» **Exercise**
Only an exact copy of the lines beginning at the one that contains "Instruction: Summarize the" and ending at the last line of the records below counts as the answer.

Stored items
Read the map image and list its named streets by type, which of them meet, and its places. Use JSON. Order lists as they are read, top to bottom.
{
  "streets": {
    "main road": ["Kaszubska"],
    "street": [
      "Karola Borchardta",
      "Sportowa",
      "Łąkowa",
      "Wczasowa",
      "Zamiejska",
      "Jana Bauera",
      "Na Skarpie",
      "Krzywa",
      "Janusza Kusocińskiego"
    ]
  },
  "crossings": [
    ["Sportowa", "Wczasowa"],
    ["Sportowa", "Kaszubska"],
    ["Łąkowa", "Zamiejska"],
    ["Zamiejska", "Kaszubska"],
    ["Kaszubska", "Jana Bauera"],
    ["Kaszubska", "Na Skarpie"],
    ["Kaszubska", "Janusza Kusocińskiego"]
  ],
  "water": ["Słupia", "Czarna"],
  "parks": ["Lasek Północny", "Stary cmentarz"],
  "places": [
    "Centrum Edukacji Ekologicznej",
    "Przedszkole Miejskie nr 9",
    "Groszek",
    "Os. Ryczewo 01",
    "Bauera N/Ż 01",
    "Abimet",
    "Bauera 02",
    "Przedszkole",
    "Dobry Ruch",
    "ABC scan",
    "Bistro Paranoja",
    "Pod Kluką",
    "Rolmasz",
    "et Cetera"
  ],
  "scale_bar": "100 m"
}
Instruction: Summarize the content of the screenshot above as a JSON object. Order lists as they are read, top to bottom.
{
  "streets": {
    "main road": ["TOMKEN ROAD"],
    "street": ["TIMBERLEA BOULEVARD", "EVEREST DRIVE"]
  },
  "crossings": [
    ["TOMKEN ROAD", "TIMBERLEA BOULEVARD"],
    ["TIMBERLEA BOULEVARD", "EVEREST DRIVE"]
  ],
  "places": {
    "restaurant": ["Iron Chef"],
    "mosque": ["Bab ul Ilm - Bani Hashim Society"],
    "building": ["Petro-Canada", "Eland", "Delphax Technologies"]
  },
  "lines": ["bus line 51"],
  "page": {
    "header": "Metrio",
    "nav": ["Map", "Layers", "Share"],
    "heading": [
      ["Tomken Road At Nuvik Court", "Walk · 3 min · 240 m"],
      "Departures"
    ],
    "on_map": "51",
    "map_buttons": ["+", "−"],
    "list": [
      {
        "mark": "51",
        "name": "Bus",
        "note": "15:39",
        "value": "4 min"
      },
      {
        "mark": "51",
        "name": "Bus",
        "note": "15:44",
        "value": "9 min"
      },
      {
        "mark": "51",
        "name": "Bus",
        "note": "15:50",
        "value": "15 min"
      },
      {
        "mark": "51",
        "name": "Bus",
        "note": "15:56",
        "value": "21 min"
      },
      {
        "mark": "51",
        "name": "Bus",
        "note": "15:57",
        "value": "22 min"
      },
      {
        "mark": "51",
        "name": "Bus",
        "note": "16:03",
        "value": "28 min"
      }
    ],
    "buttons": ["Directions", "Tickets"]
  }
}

» **Solution to the exercise**
Instruction: Summarize the content of the screenshot above as a JSON object. Order lists as they are read, top to bottom.
{
  "streets": {
    "main road": ["TOMKEN ROAD"],
    "street": ["TIMBERLEA BOULEVARD", "EVEREST DRIVE"]
  },
  "crossings": [
    ["TOMKEN ROAD", "TIMBERLEA BOULEVARD"],
    ["TIMBERLEA BOULEVARD", "EVEREST DRIVE"]
  ],
  "places": {
    "restaurant": ["Iron Chef"],
    "mosque": ["Bab ul Ilm - Bani Hashim Society"],
    "building": ["Petro-Canada", "Eland", "Delphax Technologies"]
  },
  "lines": ["bus line 51"],
  "page": {
    "header": "Metrio",
    "nav": ["Map", "Layers", "Share"],
    "heading": [
      ["Tomken Road At Nuvik Court", "Walk · 3 min · 240 m"],
      "Departures"
    ],
    "on_map": "51",
    "map_buttons": ["+", "−"],
    "list": [
      {
        "mark": "51",
        "name": "Bus",
        "note": "15:39",
        "value": "4 min"
      },
      {
        "mark": "51",
        "name": "Bus",
        "note": "15:44",
        "value": "9 min"
      },
      {
        "mark": "51",
        "name": "Bus",
        "note": "15:50",
        "value": "15 min"
      },
      {
        "mark": "51",
        "name": "Bus",
        "note": "15:56",
        "value": "21 min"
      },
      {
        "mark": "51",
        "name": "Bus",
        "note": "15:57",
        "value": "22 min"
      },
      {
        "mark": "51",
        "name": "Bus",
        "note": "16:03",
        "value": "28 min"
      }
    ],
    "buttons": ["Directions", "Tickets"]
  }
}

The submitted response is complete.